From fluid flow to coupled processes in fractured rock: recent advances
and new frontiers
Abstract
Quantitative prediction of natural and induced phenomena in fractured
rock is one of the great challenges in the Earth and Energy Sciences
with far-reaching economic and environmental impacts. Fractures occupy a
very small volume of a subsurface formation but often dominate flow,
transport and mechanical deformation behavior. They play a central role
in CO2 sequestration, nuclear waste disposal, hydrogen
storage, geothermal energy production, nuclear nonproliferation, and
hydrocarbon extraction. These applications require prediction of
fracture-dependent quantities of interest such as CO2
leakage rate, hydrocarbon production, radionuclide plume migration, and
seismicity; to be useful, these predictions must account for uncertainty
inherent in subsurface systems. Here, we review recent advances in
fractured rock research that cover field- and laboratory-scale
experimentation, numerical simulations, and uncertainty quantification.
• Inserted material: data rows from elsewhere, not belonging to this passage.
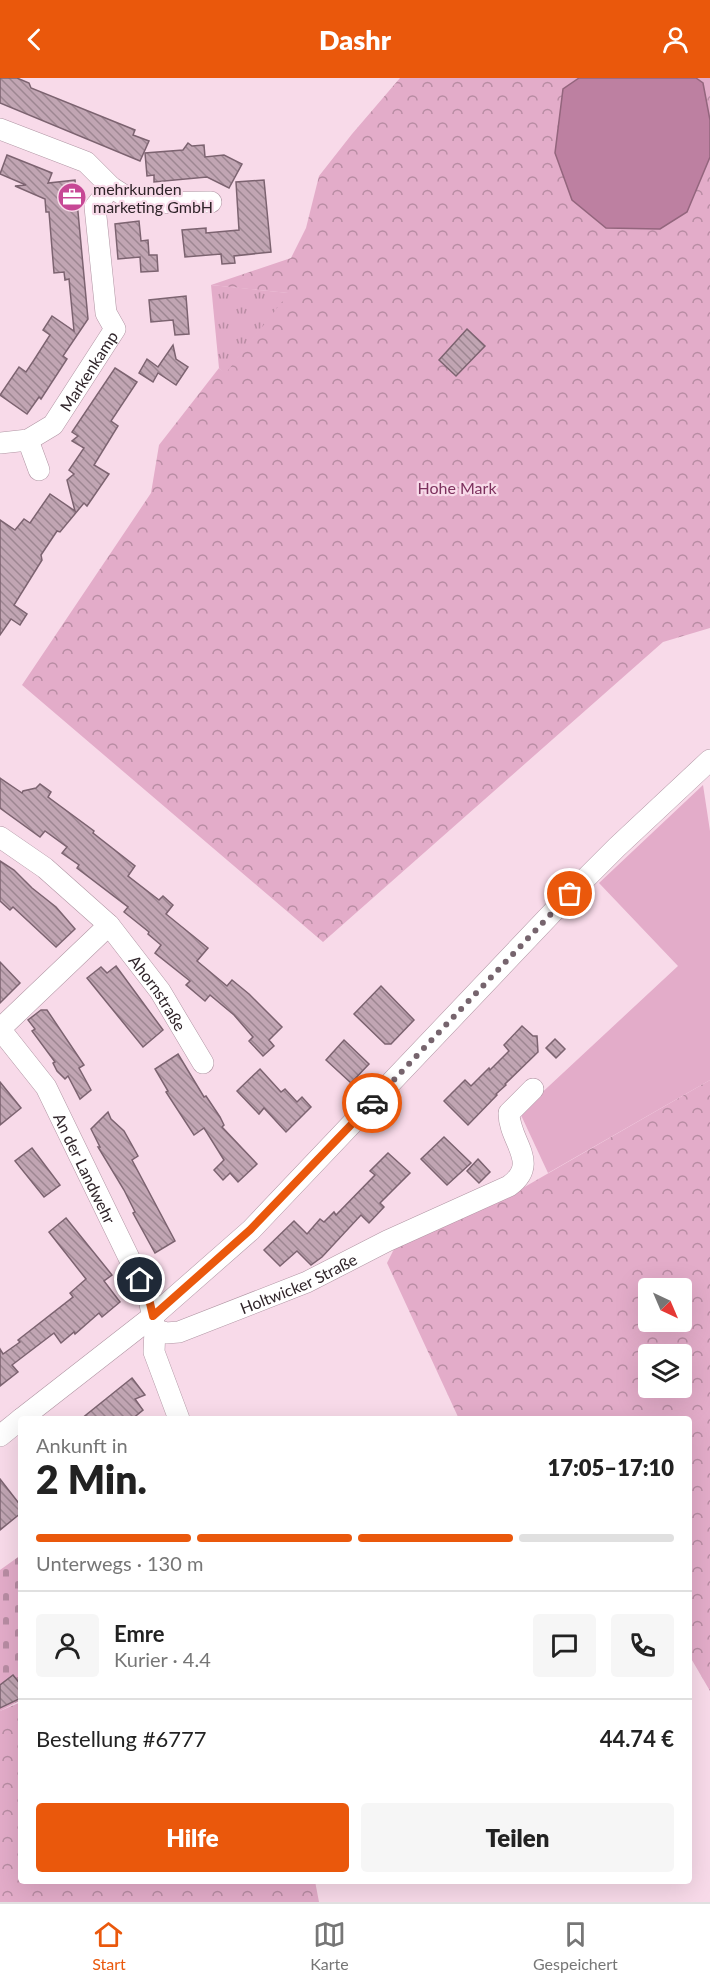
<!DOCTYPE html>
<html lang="de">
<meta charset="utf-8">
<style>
body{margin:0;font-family:Lato,sans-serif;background:#f6f6f6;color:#222;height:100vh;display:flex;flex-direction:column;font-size:22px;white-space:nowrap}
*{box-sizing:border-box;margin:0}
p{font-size:20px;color:#767676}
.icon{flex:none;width:33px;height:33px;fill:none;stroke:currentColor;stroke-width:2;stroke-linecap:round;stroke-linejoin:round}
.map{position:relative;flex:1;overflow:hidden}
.panel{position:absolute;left:18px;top:1338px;width:674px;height:468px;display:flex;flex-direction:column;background:#fff;border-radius:6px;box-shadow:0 6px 24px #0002}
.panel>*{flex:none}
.needle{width:39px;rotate:136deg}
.controls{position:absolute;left:638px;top:1200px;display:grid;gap:12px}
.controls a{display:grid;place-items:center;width:54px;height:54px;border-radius:6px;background:#fff;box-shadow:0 6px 24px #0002;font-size:30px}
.pin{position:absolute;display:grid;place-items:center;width:51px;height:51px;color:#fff;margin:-26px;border:3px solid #fff;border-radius:50%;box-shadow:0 2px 6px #0007}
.courier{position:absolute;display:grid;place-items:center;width:60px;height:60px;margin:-30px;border:4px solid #ea580c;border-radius:50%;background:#fff;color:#222;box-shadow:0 2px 8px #0007}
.head em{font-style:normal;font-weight:800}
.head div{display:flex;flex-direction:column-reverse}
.head{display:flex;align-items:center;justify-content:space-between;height:102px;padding:0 18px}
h1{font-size:39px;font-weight:800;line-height:45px}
.bar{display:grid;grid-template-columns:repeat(4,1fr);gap:9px 6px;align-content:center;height:72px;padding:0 18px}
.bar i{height:8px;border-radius:4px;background:#e0e0e0}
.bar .on{background:#ea580c}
.bar p{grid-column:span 4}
.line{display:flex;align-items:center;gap:15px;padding:0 18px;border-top:2px solid #e0e0e0}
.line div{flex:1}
.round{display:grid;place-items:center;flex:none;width:63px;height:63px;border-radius:6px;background:#f6f6f6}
.button{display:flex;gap:12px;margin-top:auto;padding:12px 18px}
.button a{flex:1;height:69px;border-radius:6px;background:#ea580c;color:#fff;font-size:24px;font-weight:800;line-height:69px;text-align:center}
.button a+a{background:#f6f6f6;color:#222}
header{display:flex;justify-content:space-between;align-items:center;height:78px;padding:0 18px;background:#ea580c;color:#fff;font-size:27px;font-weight:800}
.dock{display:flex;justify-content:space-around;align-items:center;height:84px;border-top:2px solid #e0e0e0;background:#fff;font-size:16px;color:#767676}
.dock a{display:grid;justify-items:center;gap:3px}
.dock .on{color:#ea580c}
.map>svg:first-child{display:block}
.green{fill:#e3acc9}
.forest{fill:url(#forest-crowns);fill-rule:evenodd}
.cemetery{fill:url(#cemetery-stones)}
.park{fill:url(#park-tufts)}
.water{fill:#bd80a1;stroke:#93657d;stroke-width:1.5}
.building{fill:url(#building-back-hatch);stroke:#7c6370;stroke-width:1.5}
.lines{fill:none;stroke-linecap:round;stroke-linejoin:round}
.minor-casing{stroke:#b095a3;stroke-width:22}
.minor{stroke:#fff;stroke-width:21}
.done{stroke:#76646d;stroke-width:6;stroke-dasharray:0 10.8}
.route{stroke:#ea580c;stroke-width:8}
.labels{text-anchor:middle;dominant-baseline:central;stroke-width:4.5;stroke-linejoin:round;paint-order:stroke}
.poi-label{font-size:16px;fill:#30252a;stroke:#f8dae9;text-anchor:start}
.street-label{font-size:16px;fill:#30252a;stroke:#f8dae9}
.park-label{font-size:16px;fill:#7d325e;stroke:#f8dae9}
</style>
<header><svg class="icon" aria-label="back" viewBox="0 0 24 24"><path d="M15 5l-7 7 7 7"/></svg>Dashr<svg class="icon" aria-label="person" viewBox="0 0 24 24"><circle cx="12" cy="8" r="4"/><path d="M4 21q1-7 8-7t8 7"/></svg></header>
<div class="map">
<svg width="710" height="1824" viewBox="0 0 710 1824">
<defs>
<pattern id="forest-crowns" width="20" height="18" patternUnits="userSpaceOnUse" patternTransform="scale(1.5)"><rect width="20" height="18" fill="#e3acc9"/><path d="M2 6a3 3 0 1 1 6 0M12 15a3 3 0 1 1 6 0" fill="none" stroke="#b88ca3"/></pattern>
<pattern id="cemetery-stones" width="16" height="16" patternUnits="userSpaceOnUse" patternTransform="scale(1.5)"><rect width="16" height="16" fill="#e3acc9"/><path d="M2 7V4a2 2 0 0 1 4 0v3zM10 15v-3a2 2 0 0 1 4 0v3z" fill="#b88ca3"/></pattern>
<pattern id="park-tufts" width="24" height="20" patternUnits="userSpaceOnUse" patternTransform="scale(1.5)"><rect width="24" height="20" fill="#e3acc9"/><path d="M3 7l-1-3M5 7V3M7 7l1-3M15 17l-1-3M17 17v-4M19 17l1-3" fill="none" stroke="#b88ca3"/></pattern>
<pattern id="building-back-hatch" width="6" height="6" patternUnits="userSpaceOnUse" patternTransform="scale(1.5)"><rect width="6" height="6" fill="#c1a5b3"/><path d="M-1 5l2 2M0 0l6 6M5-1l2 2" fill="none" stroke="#9d8692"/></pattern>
</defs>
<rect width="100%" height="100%" fill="#f8dae9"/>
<polygon class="green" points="703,707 710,753 710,1002 548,1095 520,1035 678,888 599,805"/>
<g class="forest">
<polygon points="400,0 710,0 710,550 663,564 323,864 22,607 151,415 159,367 219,290 225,295 288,215 211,207 291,180 306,150 319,98 352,56"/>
<path d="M710,1002v611l-21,-36 -1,-236h-229l-72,-156 7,-14 108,-49zM648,1210h33v34h-33zM648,1276h33v34h-33z"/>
<polygon points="21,1624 21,1803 315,1803 319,1824 0,1824 0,1633"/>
</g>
<polygon class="cemetery" points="21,1477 21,1622 0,1633 0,1492"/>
<polygon class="park" points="211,207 289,215 225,296 219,290"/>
<polygon class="water" points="579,0 696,0 703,5 710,42 710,79 687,134 660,151 606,150 572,122 555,75 563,11"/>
<g class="building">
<polygon points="0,0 17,0 29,5 31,10 135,52 133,57 149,63 140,83 0,25"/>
<polygon points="188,65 192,68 204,67 205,79 224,77 242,86 229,110 207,99 154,104 154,97 147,98 145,75 183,72"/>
<polygon points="7,77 52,95 48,105 75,102 88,241 63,278 67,281 41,321 39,319 27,336 0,317 19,289 26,294 34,282 50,257 43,252 52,238 74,253 69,201 65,202 64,194 54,195 49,134 46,134 45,121 15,108 26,107 0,96"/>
<polygon points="264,102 271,174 234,178 235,185 222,186 221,176 185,179 182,152 206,150 206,155 239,152 236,104"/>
<polygon points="139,143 141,163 148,162 149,177 157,177 158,193 141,194 140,179 118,181 115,146"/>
<polygon points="186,218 189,256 175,257 173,242 151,244 149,222"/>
<polygon points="467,251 485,268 456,298 439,282"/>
<polygon points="173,267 176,281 188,289 176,307 158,295 153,304 139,295 147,281 158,289"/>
<polygon points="115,290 137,304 111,343 118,348 94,387 109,396 87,428 84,425 60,454 57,453 41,477 42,482 14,527 27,536 20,547 11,541 0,557 0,442 15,452 24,441 30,445 50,416 75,433 67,402 74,396 69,392 84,370 72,363 78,358 72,354"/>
<polygon points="0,700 22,715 23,713 36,710 40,706 51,714 48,719 94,753 93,755 135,788 128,798 159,822 163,818 173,827 166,836 208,870 197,883 227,908 232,902 249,916 282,949 269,962 274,968 263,978 249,963 253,959 234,937 210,917 205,923 186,907 190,903 155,875 161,867 148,856 149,854 124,834 128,829 77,790 79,787 62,775 67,769 45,753 40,759 0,730"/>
<polygon points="0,783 14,792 32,810 56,829 75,851 56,869 13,829 10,832 0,823"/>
<polygon points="0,884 20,905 0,925"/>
<polygon points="116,888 163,952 143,969 87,900 101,889 107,895"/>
<polygon points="381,908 414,942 391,966 385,966 354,936"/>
<polygon points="41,932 47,932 84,987 79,990 91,1012 80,1021 68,998 65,1001 57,993 53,985 55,984 32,953 35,951 28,942"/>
<polygon points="522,948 533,958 537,958 538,974 505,1006 506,1007 496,1016 497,1017 468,1047 444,1023 465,1002 471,1008 489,990 490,992 509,973 504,967"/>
<polygon points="555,961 565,971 556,980 546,970"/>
<polygon points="344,962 369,986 351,1005 326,982"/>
<polygon points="178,976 204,1019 206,1018 220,1039 224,1047 222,1049 257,1086 238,1104 230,1095 223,1102 214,1092 224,1082 204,1050 194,1057 166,1014 168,1013 155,991"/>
<polygon points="260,991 281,1014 285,1011 297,1024 302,1019 311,1029 286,1054 264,1030 259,1036 237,1013"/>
<polygon points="0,1004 21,1030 0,1047"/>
<polygon points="108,1034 111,1041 124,1053 138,1078 132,1082 175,1163 155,1175 133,1135 135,1134 124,1112 98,1069 100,1069 91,1051"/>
<polygon points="444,1059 471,1085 447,1107 421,1081"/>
<polygon points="32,1070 60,1107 44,1119 15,1083"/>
<polygon points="388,1075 410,1095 380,1125 384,1129 369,1145 361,1137 322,1179 311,1187 297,1173 280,1188 264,1172 294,1143 307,1156 320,1141 324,1144 334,1134 336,1137 375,1097 370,1093"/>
<polygon points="478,1081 490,1094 479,1105 467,1093"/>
<polygon points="66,1140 112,1197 104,1203 120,1224 102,1239 99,1235 75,1256 74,1254 61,1265 54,1255 12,1287 18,1294 0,1308 0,1271 3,1276 20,1264 18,1262 73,1219 70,1215 86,1201 49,1154"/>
<polygon points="132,1300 145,1317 135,1321 143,1332 132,1341 81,1341"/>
<polygon points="0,1401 21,1428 21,1435 0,1452"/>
<polygon points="13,1597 21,1607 21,1620 0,1630 0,1607"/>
</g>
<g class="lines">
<g class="minor-casing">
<g id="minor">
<polyline points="0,51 86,84 111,109 136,125 211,124"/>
<polyline points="28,362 39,392"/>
<path id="s1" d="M0,365l28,-3 25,-15 62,-96 -9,-16 -11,-106 16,-20"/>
<path id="s2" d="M0,759l45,31 64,57 51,66 43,72"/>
<path id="s3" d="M0,951l46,58 103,212 6,30 11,4 13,-1 128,-50 80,-41 122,-55c32,-23 0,-44 0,-73l24,-24"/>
<polyline points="0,951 109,847"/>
<polyline points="155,1251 154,1274 179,1341"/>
<polyline points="21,1341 153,1238 251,1152 570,816 617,769 710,682"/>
<polyline points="0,1358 21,1341"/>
</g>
</g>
<use href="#minor" class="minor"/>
</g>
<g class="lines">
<polyline class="done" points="372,1025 570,816"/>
<polyline class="route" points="140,1202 149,1221 153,1238 250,1152 372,1025"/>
</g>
<defs>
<g id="office-disc" transform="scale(1.5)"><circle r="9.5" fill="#c74895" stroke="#f8dae9"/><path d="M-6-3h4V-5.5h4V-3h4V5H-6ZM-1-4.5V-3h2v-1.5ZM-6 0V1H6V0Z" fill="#fff"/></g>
</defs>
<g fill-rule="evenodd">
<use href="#office-disc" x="72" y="119"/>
</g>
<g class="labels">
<g class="poi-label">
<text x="93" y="110">mehrkunden<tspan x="93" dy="18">marketing GmbH</tspan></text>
</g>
<g class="street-label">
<text stroke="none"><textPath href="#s1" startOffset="122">Markenkamp</textPath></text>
<text stroke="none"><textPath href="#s2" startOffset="224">Ahornstraße</textPath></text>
<text stroke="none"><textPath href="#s3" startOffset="164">An der Landwehr</textPath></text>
<text stroke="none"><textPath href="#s3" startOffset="494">Holtwicker Straße</textPath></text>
</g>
<g class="park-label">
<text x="457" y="409">Hohe Mark</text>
</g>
</g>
</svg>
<div class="controls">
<a><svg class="needle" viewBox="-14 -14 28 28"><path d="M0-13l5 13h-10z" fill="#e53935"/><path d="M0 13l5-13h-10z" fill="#767676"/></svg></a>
<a><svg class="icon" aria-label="layers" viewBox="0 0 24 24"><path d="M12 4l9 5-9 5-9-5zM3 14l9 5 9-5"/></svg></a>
</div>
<div class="pin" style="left:570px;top:816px;background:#ea580c"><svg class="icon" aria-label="bag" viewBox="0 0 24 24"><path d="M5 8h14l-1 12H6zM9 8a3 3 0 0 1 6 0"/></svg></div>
<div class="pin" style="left:140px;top:1202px;background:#1f2937"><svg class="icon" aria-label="home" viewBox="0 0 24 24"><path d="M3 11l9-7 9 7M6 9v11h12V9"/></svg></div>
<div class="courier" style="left:372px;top:1025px"><svg class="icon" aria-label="car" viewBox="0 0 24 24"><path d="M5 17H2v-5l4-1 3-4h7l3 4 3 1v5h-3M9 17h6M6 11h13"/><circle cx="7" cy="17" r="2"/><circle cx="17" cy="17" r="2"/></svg></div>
<section class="panel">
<div class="head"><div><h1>2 Min.</h1><p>Ankunft in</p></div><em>17:05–17:10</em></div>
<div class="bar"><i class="on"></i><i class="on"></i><i class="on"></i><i></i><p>Unterwegs · 130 m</p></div>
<div class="line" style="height:108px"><a class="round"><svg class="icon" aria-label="person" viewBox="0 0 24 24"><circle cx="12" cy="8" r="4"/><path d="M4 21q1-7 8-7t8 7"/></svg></a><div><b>Emre</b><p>Kurier · 4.4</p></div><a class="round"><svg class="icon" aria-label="chat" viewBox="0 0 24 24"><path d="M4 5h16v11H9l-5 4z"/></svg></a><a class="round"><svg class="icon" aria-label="phone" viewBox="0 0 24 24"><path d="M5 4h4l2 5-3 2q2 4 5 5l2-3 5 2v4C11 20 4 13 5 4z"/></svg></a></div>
<div class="line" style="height:78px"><div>Bestellung #6777</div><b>44.74 €</b></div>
<div class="button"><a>Hilfe</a><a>Teilen</a></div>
</section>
</div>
<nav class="dock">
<a class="on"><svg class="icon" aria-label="home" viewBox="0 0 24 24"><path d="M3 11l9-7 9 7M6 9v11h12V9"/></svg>Start</a>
<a><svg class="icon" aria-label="map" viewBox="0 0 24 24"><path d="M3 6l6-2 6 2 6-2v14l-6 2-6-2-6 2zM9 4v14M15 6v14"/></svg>Karte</a>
<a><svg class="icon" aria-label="saved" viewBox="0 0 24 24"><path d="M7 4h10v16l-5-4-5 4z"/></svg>Gespeichert</a>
</nav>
We discuss how these have greatly improved the fundamental understanding
of fractures and one’s ability to predict flow and transport in
fractured systems. Dedicated field sites provide quantitative measures
of fracture flow that can be used to identify dominant coupled processes
and to validate models. Laboratory-scale experiments fill critical
knowledge gaps by providing direct observations and measurements of
fracture geometry and flow under controlled conditions that cannot be
obtained in the field. Physics-based simulation of flow and transport
provide a bridge in understanding between controlled simple laboratory
experiments and the massively complex field-scale fracture systems.
Finally, we review the use of machine learning-based emulators to
rapidly investigate different fracture property scenarios and to
accelerate physics-based models by orders of magnitude to enable
uncertainty quantification and near real-time analysis.